═════ Records supplied
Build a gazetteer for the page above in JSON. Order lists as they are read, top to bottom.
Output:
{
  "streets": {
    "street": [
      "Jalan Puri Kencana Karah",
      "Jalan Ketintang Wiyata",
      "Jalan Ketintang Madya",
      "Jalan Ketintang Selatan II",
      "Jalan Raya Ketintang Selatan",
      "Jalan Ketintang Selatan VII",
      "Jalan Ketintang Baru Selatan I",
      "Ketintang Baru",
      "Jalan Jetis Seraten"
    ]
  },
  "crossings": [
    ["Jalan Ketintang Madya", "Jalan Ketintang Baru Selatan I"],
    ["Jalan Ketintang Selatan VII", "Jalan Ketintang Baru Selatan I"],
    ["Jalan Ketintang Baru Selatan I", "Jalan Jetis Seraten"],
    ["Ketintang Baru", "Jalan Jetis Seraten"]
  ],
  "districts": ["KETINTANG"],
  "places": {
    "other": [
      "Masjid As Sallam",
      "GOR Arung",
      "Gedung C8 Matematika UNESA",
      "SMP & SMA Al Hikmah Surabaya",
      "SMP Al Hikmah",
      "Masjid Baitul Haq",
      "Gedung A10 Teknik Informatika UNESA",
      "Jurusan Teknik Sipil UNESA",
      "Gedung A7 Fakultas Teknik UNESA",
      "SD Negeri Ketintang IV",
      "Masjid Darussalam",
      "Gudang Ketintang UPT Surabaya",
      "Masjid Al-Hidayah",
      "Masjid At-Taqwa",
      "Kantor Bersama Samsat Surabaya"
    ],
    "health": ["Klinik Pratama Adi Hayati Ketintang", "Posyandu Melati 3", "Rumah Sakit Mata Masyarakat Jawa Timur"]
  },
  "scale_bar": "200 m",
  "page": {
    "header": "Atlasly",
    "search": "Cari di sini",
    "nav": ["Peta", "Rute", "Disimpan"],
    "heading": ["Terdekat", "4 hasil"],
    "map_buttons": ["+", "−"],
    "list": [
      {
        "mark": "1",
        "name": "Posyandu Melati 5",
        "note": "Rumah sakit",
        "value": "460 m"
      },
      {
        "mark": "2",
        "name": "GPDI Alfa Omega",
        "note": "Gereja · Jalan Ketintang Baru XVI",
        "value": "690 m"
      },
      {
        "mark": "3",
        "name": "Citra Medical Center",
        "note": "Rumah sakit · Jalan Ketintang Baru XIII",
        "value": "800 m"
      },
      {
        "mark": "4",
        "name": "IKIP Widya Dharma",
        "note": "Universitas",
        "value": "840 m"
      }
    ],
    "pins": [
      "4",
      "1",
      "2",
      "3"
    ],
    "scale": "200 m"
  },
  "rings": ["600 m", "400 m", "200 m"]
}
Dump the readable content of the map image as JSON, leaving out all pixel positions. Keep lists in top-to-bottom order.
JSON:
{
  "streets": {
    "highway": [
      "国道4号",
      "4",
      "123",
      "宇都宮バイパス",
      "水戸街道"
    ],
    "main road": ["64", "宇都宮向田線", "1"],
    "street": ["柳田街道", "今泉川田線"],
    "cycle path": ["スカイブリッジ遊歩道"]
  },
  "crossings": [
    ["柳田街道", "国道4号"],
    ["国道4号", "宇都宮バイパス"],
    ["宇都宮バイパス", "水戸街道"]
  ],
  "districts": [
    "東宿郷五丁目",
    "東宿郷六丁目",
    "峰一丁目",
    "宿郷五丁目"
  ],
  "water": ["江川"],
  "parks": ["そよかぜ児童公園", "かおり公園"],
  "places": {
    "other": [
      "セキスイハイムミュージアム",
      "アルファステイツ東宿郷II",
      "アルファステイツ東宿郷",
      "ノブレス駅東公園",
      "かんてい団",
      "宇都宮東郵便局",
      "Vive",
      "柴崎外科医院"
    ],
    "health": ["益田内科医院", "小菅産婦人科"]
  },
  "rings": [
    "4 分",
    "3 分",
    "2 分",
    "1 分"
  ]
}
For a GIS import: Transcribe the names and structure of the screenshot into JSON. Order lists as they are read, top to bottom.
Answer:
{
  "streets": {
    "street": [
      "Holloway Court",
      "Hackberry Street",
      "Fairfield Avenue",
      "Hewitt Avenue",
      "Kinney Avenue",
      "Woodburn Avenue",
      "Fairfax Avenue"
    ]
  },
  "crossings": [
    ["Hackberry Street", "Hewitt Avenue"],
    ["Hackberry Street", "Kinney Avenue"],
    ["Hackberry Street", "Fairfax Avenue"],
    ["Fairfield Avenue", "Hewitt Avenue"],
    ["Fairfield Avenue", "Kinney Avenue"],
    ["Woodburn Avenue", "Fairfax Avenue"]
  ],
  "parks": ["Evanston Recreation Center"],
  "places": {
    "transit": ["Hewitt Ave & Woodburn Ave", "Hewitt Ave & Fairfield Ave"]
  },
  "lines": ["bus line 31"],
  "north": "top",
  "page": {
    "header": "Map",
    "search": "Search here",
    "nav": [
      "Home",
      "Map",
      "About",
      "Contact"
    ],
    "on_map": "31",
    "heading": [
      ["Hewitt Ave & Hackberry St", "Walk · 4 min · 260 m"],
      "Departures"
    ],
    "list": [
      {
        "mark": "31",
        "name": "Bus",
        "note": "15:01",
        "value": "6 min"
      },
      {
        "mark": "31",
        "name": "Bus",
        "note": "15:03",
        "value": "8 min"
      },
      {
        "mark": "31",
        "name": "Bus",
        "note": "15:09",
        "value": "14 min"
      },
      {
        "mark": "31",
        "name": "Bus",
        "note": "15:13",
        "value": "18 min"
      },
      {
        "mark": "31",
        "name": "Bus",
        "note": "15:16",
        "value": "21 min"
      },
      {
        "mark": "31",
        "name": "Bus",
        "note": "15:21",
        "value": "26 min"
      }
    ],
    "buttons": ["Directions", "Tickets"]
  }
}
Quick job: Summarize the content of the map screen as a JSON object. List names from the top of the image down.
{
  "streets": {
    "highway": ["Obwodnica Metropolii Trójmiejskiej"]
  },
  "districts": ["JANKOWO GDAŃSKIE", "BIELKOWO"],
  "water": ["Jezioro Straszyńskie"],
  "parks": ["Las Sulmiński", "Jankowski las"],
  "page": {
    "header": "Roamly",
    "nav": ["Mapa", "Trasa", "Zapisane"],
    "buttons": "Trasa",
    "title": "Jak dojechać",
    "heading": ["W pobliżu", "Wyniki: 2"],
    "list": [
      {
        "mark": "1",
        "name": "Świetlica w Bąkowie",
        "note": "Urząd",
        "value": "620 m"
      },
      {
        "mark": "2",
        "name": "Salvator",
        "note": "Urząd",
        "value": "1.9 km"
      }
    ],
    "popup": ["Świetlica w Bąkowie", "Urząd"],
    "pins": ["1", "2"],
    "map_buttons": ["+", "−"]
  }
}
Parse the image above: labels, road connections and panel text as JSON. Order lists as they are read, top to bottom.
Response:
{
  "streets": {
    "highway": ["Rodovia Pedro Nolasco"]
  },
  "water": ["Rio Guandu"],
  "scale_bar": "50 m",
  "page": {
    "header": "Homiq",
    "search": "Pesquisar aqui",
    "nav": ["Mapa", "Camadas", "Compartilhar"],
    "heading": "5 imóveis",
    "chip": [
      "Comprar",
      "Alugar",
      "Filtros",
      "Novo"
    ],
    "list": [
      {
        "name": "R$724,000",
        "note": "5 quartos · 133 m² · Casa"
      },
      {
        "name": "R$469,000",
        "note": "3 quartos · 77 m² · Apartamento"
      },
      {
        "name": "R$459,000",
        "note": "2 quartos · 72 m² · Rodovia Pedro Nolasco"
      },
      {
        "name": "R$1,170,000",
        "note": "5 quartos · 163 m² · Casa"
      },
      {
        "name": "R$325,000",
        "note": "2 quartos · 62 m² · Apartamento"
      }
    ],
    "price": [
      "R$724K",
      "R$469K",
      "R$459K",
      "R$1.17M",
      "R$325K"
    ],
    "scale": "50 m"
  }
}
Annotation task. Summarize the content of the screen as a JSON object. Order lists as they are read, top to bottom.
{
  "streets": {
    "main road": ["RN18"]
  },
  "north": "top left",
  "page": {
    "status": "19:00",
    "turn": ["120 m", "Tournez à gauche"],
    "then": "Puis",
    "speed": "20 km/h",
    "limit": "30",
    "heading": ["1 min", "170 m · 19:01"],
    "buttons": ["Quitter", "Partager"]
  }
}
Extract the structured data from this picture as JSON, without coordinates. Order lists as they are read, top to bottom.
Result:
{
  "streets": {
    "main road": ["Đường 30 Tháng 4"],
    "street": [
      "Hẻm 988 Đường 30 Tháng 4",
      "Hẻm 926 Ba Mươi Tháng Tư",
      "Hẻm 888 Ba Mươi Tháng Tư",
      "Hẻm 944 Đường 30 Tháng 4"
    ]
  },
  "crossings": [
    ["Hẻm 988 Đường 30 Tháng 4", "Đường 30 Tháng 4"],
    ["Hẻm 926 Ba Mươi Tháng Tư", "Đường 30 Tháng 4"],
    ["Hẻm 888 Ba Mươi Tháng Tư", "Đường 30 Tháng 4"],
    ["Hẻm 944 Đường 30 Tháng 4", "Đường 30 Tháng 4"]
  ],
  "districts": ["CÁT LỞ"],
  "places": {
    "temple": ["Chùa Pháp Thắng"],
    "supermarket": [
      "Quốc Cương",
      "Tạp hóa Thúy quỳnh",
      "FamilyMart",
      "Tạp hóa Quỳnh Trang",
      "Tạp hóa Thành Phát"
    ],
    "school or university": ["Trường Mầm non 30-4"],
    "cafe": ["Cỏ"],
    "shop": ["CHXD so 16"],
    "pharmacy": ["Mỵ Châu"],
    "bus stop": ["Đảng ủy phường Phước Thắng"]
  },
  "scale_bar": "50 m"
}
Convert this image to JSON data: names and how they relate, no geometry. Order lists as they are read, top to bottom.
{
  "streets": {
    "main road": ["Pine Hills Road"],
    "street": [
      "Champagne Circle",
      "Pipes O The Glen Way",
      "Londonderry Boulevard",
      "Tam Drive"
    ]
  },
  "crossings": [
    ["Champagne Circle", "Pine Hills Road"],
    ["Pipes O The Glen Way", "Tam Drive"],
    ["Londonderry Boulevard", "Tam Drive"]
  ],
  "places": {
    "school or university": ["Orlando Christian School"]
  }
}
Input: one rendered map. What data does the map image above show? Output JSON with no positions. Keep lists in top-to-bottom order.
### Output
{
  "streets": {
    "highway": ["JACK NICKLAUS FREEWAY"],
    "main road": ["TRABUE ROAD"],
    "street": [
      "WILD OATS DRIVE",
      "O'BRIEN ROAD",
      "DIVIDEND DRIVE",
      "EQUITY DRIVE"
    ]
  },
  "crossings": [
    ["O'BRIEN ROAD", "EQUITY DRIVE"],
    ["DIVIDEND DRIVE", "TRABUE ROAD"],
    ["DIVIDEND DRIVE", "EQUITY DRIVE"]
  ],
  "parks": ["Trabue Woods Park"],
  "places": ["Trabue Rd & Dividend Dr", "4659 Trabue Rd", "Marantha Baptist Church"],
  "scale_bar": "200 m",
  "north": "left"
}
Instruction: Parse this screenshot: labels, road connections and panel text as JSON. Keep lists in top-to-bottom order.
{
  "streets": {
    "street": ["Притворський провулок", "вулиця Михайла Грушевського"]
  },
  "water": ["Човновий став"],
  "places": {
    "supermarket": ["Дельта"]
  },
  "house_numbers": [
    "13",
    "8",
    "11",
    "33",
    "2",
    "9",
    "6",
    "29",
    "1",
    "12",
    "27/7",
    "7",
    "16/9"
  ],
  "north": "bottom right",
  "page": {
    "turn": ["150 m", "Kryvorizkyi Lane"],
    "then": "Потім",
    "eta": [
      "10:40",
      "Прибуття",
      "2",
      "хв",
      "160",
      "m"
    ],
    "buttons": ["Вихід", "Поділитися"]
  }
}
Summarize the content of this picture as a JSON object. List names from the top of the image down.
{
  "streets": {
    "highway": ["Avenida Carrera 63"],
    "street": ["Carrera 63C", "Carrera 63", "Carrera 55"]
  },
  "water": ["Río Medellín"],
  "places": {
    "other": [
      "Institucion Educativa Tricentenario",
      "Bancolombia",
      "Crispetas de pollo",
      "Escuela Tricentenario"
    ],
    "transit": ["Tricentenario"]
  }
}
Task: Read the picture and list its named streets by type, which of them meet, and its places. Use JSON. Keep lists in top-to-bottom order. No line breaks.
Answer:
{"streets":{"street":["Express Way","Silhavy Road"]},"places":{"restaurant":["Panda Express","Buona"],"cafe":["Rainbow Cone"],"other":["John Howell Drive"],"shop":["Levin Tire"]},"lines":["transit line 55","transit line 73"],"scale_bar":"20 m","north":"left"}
══════════
Reproducing the whole listing above is not the task. Copy exactly only the lines from the one with "Input: one rendered" to the one with "Task: Read the", both kept.

Input: one rendered map. What data does the map image above show? Output JSON with no positions. Keep lists in top-to-bottom order.
### Output
{
  "streets": {
    "highway": ["JACK NICKLAUS FREEWAY"],
    "main road": ["TRABUE ROAD"],
    "street": [
      "WILD OATS DRIVE",
      "O'BRIEN ROAD",
      "DIVIDEND DRIVE",
      "EQUITY DRIVE"
    ]
  },
  "crossings": [
    ["O'BRIEN ROAD", "EQUITY DRIVE"],
    ["DIVIDEND DRIVE", "TRABUE ROAD"],
    ["DIVIDEND DRIVE", "EQUITY DRIVE"]
  ],
  "parks": ["Trabue Woods Park"],
  "places": ["Trabue Rd & Dividend Dr", "4659 Trabue Rd", "Marantha Baptist Church"],
  "scale_bar": "200 m",
  "north": "left"
}
Instruction: Parse this screenshot: labels, road connections and panel text as JSON. Keep lists in top-to-bottom order.
{
  "streets": {
    "street": ["Притворський провулок", "вулиця Михайла Грушевського"]
  },
  "water": ["Човновий став"],
  "places": {
    "supermarket": ["Дельта"]
  },
  "house_numbers": [
    "13",
    "8",
    "11",
    "33",
    "2",
    "9",
    "6",
    "29",
    "1",
    "12",
    "27/7",
    "7",
    "16/9"
  ],
  "north": "bottom right",
  "page": {
    "turn": ["150 m", "Kryvorizkyi Lane"],
    "then": "Потім",
    "eta": [
      "10:40",
      "Прибуття",
      "2",
      "хв",
      "160",
      "m"
    ],
    "buttons": ["Вихід", "Поділитися"]
  }
}
Summarize the content of this picture as a JSON object. List names from the top of the image down.
{
  "streets": {
    "highway": ["Avenida Carrera 63"],
    "street": ["Carrera 63C", "Carrera 63", "Carrera 55"]
  },
  "water": ["Río Medellín"],
  "places": {
    "other": [
      "Institucion Educativa Tricentenario",
      "Bancolombia",
      "Crispetas de pollo",
      "Escuela Tricentenario"
    ],
    "transit": ["Tricentenario"]
  }
}
Task: Read the picture and list its named streets by type, which of them meet, and its places. Use JSON. Keep lists in top-to-bottom order. No line breaks.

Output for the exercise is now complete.